Scale and Charts Emojis by OpenMoji (CC BY-SA 4.0) via Streamline.
Machine learning models are increasingly used to make high-stakes decisions, from predicting who gets a loan to estimating the likelihood that someone will reoffend. But these models are only as good as the data they learn from [Shahbazi 2023]. If the training data is biased, the model’s decisions will likely be biased too [Hort 2024, Pagano 2023].
However, precisely measuring data bias in a way that is appropriate for the task at hand, and correcting it with formal guarantees, remains an open challenge [Hort 2024]. In this context, a sensitive attribute is a characteristic like gender or race that defines a demographic group we want to protect from discrimination, and an outcome is the decision or label assigned to each individual, such as whether a loan is approved.

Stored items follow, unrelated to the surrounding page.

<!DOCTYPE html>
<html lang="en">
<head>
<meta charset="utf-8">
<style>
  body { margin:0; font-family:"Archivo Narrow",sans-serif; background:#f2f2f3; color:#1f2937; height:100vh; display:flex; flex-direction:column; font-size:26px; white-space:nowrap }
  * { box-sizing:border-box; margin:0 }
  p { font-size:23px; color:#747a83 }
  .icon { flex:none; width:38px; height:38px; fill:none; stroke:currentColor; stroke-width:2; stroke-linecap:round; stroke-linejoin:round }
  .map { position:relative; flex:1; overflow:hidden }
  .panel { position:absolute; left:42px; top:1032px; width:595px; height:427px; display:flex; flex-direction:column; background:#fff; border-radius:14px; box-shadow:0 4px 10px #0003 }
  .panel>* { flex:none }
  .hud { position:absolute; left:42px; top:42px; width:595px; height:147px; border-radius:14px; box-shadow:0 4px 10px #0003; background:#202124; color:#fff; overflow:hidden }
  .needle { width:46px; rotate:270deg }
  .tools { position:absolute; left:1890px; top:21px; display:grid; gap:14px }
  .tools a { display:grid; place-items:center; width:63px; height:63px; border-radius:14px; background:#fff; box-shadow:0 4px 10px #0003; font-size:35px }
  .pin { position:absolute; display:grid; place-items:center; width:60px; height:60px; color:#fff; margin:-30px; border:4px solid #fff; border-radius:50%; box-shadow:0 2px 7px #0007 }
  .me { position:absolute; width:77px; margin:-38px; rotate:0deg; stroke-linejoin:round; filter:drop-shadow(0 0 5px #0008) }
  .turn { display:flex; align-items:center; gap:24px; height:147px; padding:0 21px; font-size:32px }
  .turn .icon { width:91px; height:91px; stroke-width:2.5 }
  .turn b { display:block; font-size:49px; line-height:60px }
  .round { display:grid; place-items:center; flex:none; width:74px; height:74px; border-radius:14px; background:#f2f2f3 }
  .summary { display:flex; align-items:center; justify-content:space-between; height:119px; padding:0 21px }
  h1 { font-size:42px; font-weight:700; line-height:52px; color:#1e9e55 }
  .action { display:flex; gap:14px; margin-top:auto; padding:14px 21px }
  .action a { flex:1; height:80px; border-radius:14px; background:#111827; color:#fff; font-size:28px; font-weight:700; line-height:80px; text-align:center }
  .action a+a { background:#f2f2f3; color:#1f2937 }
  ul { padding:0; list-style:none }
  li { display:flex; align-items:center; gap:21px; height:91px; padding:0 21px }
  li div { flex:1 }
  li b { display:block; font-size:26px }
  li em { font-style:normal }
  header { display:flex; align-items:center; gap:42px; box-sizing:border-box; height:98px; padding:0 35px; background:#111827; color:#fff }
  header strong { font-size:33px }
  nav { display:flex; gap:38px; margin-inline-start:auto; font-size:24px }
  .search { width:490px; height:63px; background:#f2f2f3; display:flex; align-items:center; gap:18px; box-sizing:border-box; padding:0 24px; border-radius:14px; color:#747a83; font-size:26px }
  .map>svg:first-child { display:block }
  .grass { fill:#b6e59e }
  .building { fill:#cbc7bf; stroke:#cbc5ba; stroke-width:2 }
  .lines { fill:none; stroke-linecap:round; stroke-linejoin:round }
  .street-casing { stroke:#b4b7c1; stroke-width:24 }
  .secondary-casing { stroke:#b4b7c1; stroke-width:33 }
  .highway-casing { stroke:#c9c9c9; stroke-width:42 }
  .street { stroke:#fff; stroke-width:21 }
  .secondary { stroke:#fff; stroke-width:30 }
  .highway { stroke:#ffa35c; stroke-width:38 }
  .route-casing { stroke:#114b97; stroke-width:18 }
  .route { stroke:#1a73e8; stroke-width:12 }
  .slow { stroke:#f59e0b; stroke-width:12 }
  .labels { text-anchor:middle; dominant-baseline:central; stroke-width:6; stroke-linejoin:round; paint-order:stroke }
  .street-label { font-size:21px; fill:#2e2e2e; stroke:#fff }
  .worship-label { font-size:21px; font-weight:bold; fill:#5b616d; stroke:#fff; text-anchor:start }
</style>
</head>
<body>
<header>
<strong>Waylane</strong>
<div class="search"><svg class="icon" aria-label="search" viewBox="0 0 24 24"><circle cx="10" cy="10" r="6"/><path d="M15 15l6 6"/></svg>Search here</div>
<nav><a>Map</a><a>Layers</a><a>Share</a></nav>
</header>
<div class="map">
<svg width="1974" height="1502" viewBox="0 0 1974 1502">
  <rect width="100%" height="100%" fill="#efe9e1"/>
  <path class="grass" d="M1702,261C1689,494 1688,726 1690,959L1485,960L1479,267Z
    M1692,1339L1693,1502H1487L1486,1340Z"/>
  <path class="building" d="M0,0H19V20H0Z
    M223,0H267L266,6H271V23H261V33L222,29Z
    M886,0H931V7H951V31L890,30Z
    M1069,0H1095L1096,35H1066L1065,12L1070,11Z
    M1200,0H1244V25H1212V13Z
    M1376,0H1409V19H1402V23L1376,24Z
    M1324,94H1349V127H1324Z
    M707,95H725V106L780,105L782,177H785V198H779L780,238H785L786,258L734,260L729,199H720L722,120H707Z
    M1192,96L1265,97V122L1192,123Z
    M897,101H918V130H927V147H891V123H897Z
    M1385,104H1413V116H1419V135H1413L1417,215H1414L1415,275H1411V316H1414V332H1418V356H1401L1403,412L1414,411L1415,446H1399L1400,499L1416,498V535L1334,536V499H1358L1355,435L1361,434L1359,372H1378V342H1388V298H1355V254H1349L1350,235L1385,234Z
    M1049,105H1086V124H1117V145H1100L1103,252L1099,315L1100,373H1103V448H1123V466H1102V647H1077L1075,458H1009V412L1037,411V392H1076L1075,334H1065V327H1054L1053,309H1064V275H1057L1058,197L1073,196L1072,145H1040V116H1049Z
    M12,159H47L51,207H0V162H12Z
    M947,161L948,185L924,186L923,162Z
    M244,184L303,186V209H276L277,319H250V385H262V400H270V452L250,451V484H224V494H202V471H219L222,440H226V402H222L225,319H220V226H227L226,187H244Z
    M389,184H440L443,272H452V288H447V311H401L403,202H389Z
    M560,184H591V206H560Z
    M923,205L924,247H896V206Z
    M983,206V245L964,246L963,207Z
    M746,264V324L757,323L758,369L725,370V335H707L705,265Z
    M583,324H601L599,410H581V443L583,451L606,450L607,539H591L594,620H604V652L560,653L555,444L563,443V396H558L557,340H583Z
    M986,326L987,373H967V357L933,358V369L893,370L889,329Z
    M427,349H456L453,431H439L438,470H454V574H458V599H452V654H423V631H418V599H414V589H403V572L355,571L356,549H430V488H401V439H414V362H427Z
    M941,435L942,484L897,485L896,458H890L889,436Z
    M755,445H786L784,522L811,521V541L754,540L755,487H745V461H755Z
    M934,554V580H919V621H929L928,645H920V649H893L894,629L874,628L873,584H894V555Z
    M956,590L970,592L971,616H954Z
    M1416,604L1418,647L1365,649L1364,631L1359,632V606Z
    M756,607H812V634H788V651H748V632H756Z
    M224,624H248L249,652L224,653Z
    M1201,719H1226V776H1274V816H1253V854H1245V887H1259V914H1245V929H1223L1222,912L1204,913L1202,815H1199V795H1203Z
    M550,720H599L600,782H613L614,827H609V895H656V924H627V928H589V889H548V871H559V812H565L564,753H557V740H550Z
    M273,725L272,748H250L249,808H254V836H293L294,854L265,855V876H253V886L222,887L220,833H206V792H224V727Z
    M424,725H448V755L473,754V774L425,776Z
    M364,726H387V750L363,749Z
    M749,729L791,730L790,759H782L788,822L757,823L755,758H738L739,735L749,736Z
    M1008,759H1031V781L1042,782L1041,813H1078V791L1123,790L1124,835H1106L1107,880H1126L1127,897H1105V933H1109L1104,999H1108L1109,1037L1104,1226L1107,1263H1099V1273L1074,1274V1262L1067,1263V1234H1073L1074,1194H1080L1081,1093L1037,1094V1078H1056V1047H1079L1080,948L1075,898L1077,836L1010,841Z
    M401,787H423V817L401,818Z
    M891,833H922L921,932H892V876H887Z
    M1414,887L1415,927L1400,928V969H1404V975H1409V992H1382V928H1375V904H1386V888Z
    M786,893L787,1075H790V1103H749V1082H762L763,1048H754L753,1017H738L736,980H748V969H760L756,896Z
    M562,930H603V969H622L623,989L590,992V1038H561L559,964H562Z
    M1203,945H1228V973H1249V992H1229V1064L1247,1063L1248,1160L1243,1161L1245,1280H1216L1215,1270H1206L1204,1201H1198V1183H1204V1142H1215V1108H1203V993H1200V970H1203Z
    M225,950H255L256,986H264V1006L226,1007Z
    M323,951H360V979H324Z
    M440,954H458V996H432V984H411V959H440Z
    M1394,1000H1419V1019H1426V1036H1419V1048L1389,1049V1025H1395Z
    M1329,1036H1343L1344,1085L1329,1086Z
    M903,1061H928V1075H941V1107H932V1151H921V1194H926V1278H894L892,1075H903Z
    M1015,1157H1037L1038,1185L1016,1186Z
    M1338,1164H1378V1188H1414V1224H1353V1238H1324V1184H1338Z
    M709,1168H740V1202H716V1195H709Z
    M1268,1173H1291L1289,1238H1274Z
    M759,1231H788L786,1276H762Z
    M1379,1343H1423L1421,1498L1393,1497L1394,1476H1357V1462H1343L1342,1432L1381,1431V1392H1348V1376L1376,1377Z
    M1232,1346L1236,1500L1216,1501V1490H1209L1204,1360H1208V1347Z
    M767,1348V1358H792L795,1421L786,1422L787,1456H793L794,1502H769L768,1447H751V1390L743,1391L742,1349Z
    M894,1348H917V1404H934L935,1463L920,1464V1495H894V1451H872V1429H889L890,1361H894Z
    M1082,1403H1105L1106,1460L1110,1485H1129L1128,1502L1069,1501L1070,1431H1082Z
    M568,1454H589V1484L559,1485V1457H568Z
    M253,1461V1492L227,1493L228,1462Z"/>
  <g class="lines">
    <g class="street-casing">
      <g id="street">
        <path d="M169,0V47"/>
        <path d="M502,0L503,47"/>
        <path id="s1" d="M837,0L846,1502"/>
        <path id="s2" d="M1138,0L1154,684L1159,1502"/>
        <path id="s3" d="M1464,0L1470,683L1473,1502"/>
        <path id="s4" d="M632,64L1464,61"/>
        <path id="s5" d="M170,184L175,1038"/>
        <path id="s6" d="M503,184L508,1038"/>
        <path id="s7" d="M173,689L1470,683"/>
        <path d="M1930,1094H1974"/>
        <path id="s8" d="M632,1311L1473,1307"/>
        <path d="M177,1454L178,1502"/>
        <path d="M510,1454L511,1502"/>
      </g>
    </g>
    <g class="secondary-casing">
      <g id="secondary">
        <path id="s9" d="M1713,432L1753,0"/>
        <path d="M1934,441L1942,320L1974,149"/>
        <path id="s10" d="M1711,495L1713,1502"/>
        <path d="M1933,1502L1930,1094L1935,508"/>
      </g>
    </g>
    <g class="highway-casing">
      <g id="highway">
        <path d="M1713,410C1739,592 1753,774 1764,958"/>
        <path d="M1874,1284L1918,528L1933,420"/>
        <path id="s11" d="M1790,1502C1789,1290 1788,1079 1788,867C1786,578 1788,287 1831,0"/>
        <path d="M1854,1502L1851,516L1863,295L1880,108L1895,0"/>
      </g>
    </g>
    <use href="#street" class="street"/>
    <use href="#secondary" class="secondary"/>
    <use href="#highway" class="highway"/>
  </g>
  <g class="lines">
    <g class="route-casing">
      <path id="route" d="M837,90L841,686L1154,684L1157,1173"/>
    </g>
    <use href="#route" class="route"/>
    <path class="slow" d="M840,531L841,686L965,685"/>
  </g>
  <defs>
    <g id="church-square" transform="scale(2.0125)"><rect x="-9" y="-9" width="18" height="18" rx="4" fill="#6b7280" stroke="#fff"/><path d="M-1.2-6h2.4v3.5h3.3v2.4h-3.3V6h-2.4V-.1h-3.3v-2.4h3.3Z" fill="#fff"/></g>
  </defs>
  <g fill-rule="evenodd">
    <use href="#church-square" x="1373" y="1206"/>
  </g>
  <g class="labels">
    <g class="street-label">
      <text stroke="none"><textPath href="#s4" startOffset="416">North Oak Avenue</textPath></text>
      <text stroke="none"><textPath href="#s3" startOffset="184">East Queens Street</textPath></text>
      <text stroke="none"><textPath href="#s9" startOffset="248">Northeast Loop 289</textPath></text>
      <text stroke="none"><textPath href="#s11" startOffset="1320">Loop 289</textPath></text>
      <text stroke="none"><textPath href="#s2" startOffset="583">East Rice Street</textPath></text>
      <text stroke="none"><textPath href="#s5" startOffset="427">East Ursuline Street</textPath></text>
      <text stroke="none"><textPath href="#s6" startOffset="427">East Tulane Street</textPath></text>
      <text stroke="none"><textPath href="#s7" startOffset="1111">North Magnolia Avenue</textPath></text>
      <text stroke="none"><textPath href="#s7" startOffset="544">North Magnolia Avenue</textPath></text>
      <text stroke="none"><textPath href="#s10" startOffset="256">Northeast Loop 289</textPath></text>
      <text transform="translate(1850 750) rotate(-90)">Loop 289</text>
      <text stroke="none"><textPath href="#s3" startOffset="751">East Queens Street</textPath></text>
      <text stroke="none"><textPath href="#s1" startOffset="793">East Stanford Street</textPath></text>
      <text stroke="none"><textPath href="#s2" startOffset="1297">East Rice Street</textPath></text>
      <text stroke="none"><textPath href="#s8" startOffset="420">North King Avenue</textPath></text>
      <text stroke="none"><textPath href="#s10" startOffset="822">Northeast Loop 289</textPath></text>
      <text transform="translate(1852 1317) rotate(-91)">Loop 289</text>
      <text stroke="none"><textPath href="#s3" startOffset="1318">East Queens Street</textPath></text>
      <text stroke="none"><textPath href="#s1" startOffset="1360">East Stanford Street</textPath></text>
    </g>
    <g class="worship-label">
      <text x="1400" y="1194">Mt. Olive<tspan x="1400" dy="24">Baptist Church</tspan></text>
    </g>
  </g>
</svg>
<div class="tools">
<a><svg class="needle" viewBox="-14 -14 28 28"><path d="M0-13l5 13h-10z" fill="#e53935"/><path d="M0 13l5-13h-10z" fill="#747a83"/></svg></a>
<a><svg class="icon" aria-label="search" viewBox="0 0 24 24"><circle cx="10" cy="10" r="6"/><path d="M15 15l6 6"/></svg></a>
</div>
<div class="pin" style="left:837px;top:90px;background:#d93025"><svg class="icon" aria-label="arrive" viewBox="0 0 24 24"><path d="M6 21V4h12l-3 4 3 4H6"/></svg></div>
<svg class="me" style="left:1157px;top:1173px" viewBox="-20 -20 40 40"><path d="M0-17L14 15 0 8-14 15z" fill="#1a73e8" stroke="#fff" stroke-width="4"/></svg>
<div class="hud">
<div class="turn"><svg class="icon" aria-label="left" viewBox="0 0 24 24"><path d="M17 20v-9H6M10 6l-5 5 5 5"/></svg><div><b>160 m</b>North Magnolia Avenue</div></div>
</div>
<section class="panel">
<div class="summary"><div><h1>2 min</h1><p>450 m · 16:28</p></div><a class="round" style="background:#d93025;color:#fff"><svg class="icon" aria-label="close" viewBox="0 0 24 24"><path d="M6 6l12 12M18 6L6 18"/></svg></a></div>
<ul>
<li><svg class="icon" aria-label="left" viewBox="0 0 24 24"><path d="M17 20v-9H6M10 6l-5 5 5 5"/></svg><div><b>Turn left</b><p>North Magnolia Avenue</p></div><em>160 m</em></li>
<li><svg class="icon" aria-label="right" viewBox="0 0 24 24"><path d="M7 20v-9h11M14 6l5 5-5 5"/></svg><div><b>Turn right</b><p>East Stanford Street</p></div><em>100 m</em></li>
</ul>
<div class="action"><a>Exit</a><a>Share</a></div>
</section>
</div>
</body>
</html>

In our paper, A Principled Approach for Data Bias Mitigation, presented at AIES 2025, we introduce Uniform Bias (UB), a new way to measure data bias, along with a mitigation algorithm that comes with mathematical guarantees. UB stands out because it is interpretable, naturally handles multiple sensitive attributes and non-binary outcomes, and directly supports explainable mitigation strategies, making it a valuable addition to the Machine Learning (ML) fairness toolkit.
Imagine a bank wants to build a model to predict whether someone will pay back a loan. As is common practice in ML, the data science team of the bank decides to train a model based on a publicly available dataset, in this case the Adult dataset [Adult UCI]. The dataset contains demographic information for thousands of individuals, including whether each person earns more than $50,000 per year. The bank plans to use this income threshold to decide who gets a loan.
Upon inspection, the data scientists notice a troubling pattern: only about 11% of women in the dataset earn above $50,000, compared to roughly 31% of men. If the bank trains a model on this data as-is, it could systematically deny loans to women who would actually pay them back. The data is biased, and the bank needs to fix it before proceeding.
An ML model trained on biased data is more likely to produce biased outputs. Scale and Charts Emojis by OpenMoji (CC BY-SA 4.0) via Streamline.
But how much bias is there, exactly? And what are ways to correct it?
Researchers have proposed many ways to quantify bias [Mehrabi 2021]. Most of these work by comparing the rate at which different groups receive a positive outcome (say, getting a loan). The impact ratio (IR) divides one group’s success rate by another’s: a value of 1 means equal rates, while lower or higher values suggest discrimination. The mean difference (MD) subtracts one rate from the other. The odds ratio (OR) takes a slightly different angle, comparing the odds of success between groups rather than the rates themselves. These measures are used by government agencies like the US Office of Federal Contract Compliance Programs to detect employment discrimination [Gastwirth 2021], and the well-known “four-fifths rule” flags potential discrimination when the IR falls below 0.8.
However, we found that these measures have a significant blind spot: they can give identical values for datasets that exhibit different types of (potential) discrimination. For example, we can create two datasets that have the same IR value, but for which UB=1.5% and UB=75%. In our loan example, this means IR treats both datasets the same, even though in one, women are getting nearly the expected number of loans, while in the other, they are getting only a quarter of what fairness would require.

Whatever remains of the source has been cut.